>>>>>
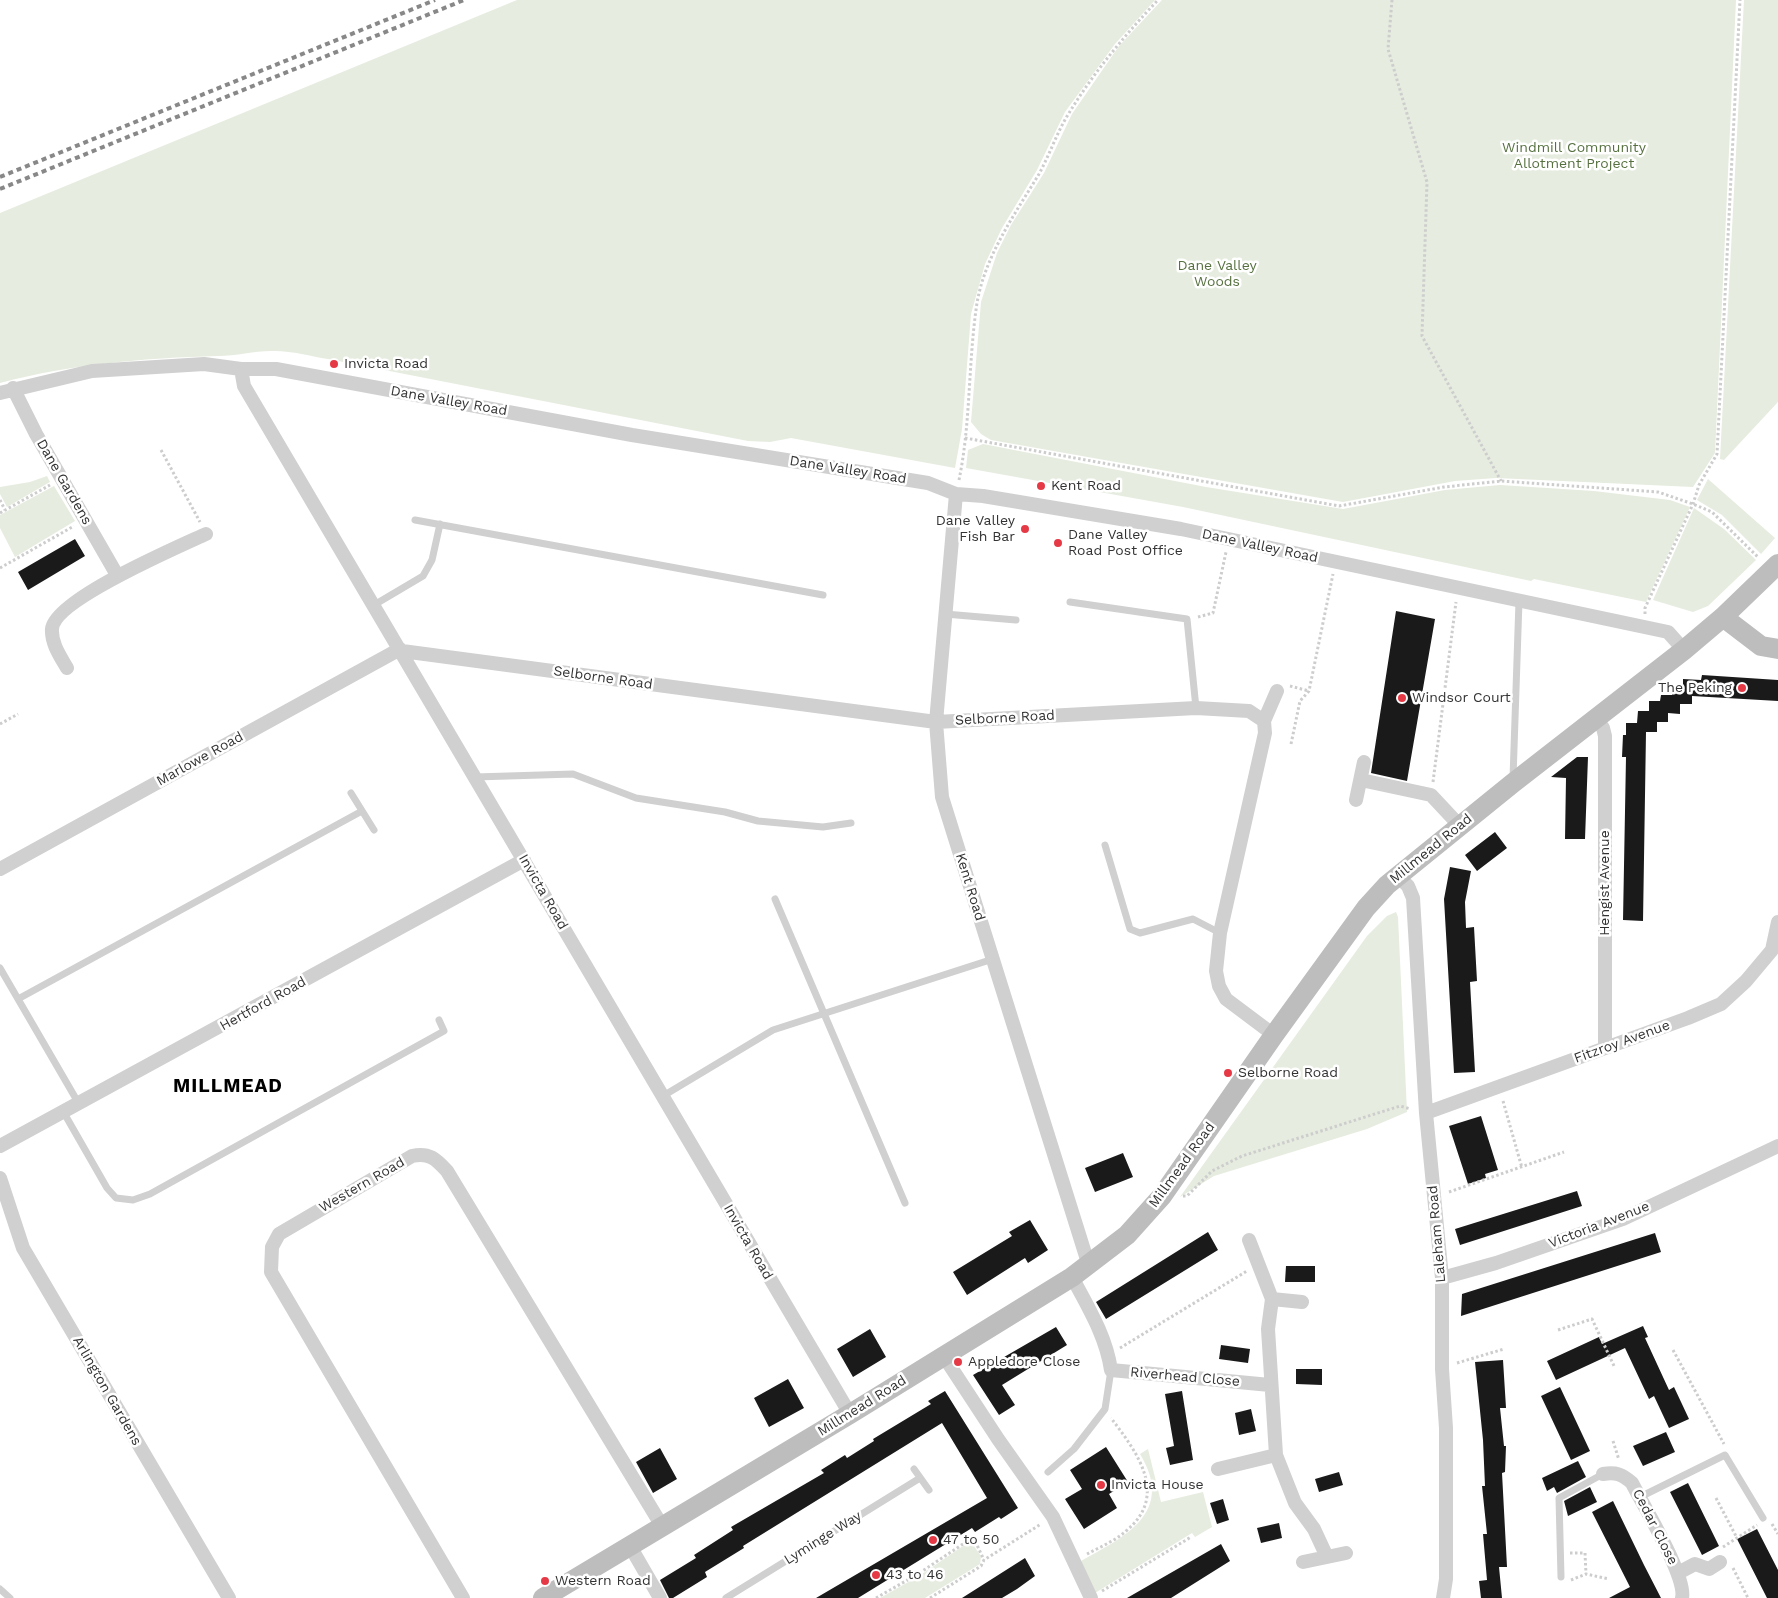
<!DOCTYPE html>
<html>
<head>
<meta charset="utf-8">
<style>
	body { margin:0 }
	canvas { display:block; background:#fff }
</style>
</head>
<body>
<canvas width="1778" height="1598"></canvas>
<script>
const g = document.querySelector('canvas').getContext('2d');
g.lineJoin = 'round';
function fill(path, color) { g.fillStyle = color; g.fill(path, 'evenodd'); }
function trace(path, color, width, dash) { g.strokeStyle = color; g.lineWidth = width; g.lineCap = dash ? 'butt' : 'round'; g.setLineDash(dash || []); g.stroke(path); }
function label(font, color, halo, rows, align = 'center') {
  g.font = font + ' "Work Sans",sans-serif'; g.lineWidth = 5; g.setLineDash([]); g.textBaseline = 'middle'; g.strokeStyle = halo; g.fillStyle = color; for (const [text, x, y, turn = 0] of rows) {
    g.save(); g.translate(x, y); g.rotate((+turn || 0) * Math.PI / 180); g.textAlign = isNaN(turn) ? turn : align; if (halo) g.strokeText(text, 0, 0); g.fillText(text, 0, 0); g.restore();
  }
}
const green = new Path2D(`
	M517,0H1155L1115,44L1065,112L1037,170L1002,228L985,264L971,314L962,429L955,468L791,438L770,442L748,441L328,359C310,356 289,350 271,351C254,351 236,356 218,356C144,358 72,364 0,383V213Z
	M1162,0H1736L1715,453L1693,487L1496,478L1455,481L1343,502L991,440L981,434L971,422L981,302L997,253L1011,225L1044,173L1072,114L1119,46Z
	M1744,0H1778V402L1724,460L1720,459Z
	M983,444L1206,487L1343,509L1445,490L1500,485L1594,491L1670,500L1690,507L1646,602L1534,579L1531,581L1183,507L966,468L968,450Z
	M47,476L50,482L7,507L0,494V487L30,482Z
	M1708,479L1775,538L1761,554L1722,515L1697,500Z
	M54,486L75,521L15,557L0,528V515Z
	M1694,508L1724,529L1756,560L1708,606L1693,612L1653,600Z
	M1396,912L1398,917L1407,1112L1367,1129L1214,1176L1180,1197L1367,936L1387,916Z
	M1148,1449L1161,1502L1203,1492L1212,1527L1195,1537L1192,1533L1095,1593L1081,1561C1124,1537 1176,1513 1140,1454Z
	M966,1544L974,1546L981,1556L980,1564L925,1598H880L919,1576Z`);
const building = new Path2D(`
	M75,539L85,556L28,590L18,572Z
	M1396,611L1435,619L1407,781L1371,773Z
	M1702,675L1778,680V701L1692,696V704H1680V714L1668,713V722H1657V732H1646L1643,921L1623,920L1626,757H1622L1623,735H1626V723H1637L1638,711H1649V701H1660L1661,695H1672V687H1683V679L1701,680Z
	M1577,757H1588L1585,839H1565L1566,778L1551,777Z
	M1495,832L1507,848L1477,871L1465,855Z
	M1450,867L1471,871L1465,902L1466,928L1474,927L1477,981L1470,982L1475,1072L1454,1073L1444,899Z
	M1481,1116L1498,1170L1485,1174L1486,1178L1468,1184L1449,1126Z
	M1123,1153L1133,1177L1095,1192L1085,1168Z
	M1577,1191L1582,1206L1460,1245L1455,1229Z
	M1030,1220L1048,1250L1028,1263L1025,1258L967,1295L953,1272L1012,1236L1009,1232Z
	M1208,1232L1218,1250L1106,1319L1096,1302Z
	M1655,1233L1661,1252L1461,1316L1462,1294Z
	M1286,1266H1315V1282H1285Z
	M1643,1326L1648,1337L1645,1338L1669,1390L1674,1387L1689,1419L1669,1428L1654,1396L1649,1399L1625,1348L1556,1380L1547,1361L1599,1337L1602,1344Z
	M1056,1327L1067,1345L1002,1385L1015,1405L999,1415L973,1375Z
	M870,1329L886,1357L853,1377L837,1349Z
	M1221,1345L1250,1349L1248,1363L1219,1359Z
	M1503,1360L1506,1408H1500L1504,1446H1506L1505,1472L1502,1473L1507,1567H1499L1502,1598H1481L1479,1581L1487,1580L1483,1534H1487L1482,1486H1485L1483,1440L1475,1362Z
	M1296,1369H1322V1385L1296,1384Z
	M788,1379L804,1408L769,1427L754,1398Z
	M1560,1387L1590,1451L1571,1460L1541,1396Z
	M945,1391L1018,1508L1001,1519L999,1517L975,1532L972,1528L858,1598H816L987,1498L942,1423L743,1546L744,1548L705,1572L707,1577L673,1598H669L660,1580L696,1558L694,1555L733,1530L731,1527L824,1473L821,1470L845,1455L847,1458L874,1441L873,1439L931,1404L928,1401Z
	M1182,1391L1193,1460L1170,1465L1166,1448L1174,1446L1165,1394Z
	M1251,1409L1256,1431L1239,1435L1235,1413Z
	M1666,1432L1675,1452L1643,1466L1633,1446Z
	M1106,1447L1128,1482L1109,1494L1117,1508L1084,1529L1065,1499L1082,1489L1070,1470Z
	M660,1448L677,1479L653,1493L636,1462Z
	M1578,1461L1586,1477L1557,1493L1554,1487L1547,1491L1542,1478Z
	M1339,1472L1343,1485L1319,1492L1315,1479Z
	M1688,1483L1719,1546L1702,1555L1670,1492Z
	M1590,1487L1597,1502L1568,1516L1564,1501Z
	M1223,1499L1229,1520L1217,1524L1210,1503Z
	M1613,1501L1644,1565L1661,1598H1609L1630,1587L1592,1512Z
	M1279,1523L1282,1538L1261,1543L1257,1528Z
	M1757,1529L1778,1570V1598H1767L1737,1539Z
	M1221,1544L1230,1561L1171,1598H1127Z
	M1025,1558L1035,1576L1017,1589L1002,1598H962Z`);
const path = new Path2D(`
	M1392,0L1388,49L1427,182L1422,336L1501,481
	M965,438L1339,506L1444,487L1501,481L1658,492L1693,504L1712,512L1759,558
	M161,450L200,522
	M959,480C971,422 968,362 977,303C985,256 1015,214 1039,174C1050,154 1057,132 1069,113C1094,72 1125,35 1158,0
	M0,500L5,510
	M0,513L50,485
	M0,568L74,526
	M1645,614V608L1693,504L1699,485L1717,454L1740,0
	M1198,617L1213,613L1226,552
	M1290,686L1309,691
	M0,724L18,714
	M1291,744L1300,701L1309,691L1333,574
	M1433,782L1456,602
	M1503,1101L1522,1168
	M1449,1192L1564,1152
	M1183,1196H1187L1212,1171L1242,1156L1400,1106L1411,1109
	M1558,1330L1592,1319L1615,1368
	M1120,1348L1247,1271
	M1673,1350L1724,1444
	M1457,1363L1504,1349
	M1613,1441L1619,1460
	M1716,1498L1737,1538
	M1772,1524L1778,1534
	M1723,1547L1757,1525
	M1570,1553H1585L1586,1574
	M1087,1554C1100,1547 1115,1541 1126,1531C1170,1495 1136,1451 1111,1418
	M1733,1568L1748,1598
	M1571,1580L1586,1574L1609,1579
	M1102,1591L1191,1537
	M876,1598L918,1574L969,1540L977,1545L984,1560
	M930,1598L981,1566L984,1560L1041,1524`);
const lane = new Path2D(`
	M415,520L823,595
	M1070,602L1187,619L1196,708
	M374,605L423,576L432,560L440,524
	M945,614L1016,620
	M475,777L573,774L636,798L725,812L758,821L823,827L851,823
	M1513,778L1519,601
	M351,793L374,830
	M1105,845L1130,929L1140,933L1193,919L1220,933
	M775,899L905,1203
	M0,968L79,1104
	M18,999L362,811
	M663,1096L773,1030L993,959
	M64,1113L107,1188L116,1198L133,1200L150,1194L444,1031L439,1020
	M914,1469L929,1490
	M1048,1472L1074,1449L1105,1409L1111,1370
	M1640,1497L1725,1455L1763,1518
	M1561,1577L1559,1498L1603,1474
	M0,1589L10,1598
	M726,1598L920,1478`);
const street = new Path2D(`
	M241,369L244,386L850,1414
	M13,388L36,434L117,575
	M0,393L92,371L204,364L241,369H276L632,435L928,483L956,494L983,496L1181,529L1668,632L1684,650
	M956,494L936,722L942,797L1089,1266
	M402,651L936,722L1196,708L1249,711L1264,721L1265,733L1220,933L1216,971L1219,986L1226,999L1274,1035
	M67,668C60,656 51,643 52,629C54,600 178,547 206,534
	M1597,720L1603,728L1605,736V1048
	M1264,721L1277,691
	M1361,780L1431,795L1460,826
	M1356,800L1364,762
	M0,869L400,649
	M1397,875L1408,886L1413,898L1426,1113L1442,1278V1369L1446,1428V1579L1443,1598
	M1426,1113L1688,1018L1721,1004L1746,981L1772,950L1778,922
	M0,1146L524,860
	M0,1178L23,1248L229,1598
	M1249,1240L1272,1299L1268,1329L1276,1455L1295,1503L1314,1529L1327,1557
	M1072,1277C1088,1307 1106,1336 1111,1370L1270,1385
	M1442,1278L1496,1263L1623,1219L1778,1146
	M1272,1299L1302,1302
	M943,1355L998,1439L1053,1517L1091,1598
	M1218,1469L1276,1455
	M1603,1474C1616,1472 1622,1474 1632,1483C1643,1505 1687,1577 1682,1598
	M630,1546L660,1598
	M1303,1562L1346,1553
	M1678,1573L1695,1564L1709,1569L1720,1562
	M463,1598L271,1272L272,1247L279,1234L412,1156C429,1152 436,1159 447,1171L662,1526`);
const secondary = new Path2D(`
	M1723,617L1761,646L1778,649
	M543,1598L850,1414L1072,1277L1127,1235L1162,1196L1274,1035L1366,908L1387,885L1513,783L1684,650L1723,617L1778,564`);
const rail = new Path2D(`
	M0,177L435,0
	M0,189L464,0`);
const markers = [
	[334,364,5,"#e63946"],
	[1041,486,5,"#e63946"],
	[1025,529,5,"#e63946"],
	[1058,543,5,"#e63946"],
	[1742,688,5,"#e63946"],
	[1402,698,5,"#e63946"],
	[1228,1073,5,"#e63946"],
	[958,1362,5,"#e63946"],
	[1101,1485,5,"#e63946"],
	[933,1540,5,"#e63946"],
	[876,1575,5,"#e63946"],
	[545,1581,5,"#e63946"]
];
const parkNames = [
	["Windmill Community",1574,148],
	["Allotment Project",1574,164],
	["Dane Valley",1217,266],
	["Woods",1217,282]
];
const poiNames = [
	["Invicta Road",344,364],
	["Kent Road",1051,486],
	["Dane Valley",1015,521,"right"],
	["Fish Bar",1015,537,"right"],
	["Dane Valley",1068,535],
	["Road Post Office",1068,551],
	["The Peking",1732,688,"right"],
	["Windsor Court",1412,698],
	["Selborne Road",1238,1073],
	["Appledore Close",968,1362],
	["Invicta House",1111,1485],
	["47 to 50",943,1540],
	["43 to 46",886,1575],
	["Western Road",555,1581]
];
const streetNames = [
	["Dane Valley Road",449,401,10],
	["Dane Valley Road",848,470,9],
	["Dane Gardens",64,482,60],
	["Dane Valley Road",1260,546,12],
	["Selborne Road",603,678,8],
	["Selborne Road",1005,718,-3],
	["Marlowe Road",200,759,-29],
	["Millmead Road",1431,849,-39],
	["Hengist Avenue",1605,883,-90],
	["Kent Road",970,887,73],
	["Invicta Road",543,892,60],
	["Hertford Road",263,1004,-29],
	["Fitzroy Avenue",1622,1042,-20],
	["Millmead Road",1182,1165,-54],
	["Western Road",362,1185,-30],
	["Victoria Avenue",1599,1225,-21],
	["Laleham Road",1437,1234,-95],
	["Invicta Road",748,1242,60],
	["Riverhead Close",1185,1377,5],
	["Arlington Gardens",107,1391,60],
	["Millmead Road",862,1406,-32],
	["Cedar Close",1655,1527,63],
	["Lyminge Way",823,1538,-32]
];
const districtNames = [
	["MILLMEAD",228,1086]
];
fill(green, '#e6ecdf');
fill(building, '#1a1a1a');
trace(path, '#cdcdcd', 3, [2.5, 2.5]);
trace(lane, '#d0d0d0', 7);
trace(street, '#d0d0d0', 14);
trace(secondary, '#bdbdbd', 20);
trace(rail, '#888', 4, [5, 4]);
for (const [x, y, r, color] of markers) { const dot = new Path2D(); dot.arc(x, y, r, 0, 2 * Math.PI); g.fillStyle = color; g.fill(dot); trace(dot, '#fff', 2); }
label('14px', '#56703f', '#fff', parkNames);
label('14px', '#333', '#fff', poiNames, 'left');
label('14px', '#333', '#fff', streetNames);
g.letterSpacing = '1px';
label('bold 19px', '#000', '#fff', districtNames);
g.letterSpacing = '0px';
</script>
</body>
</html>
<<<<<
> **Work instruction**: Only the number should be given: the count of lines above that hold the word "function".

> **Answer**: 3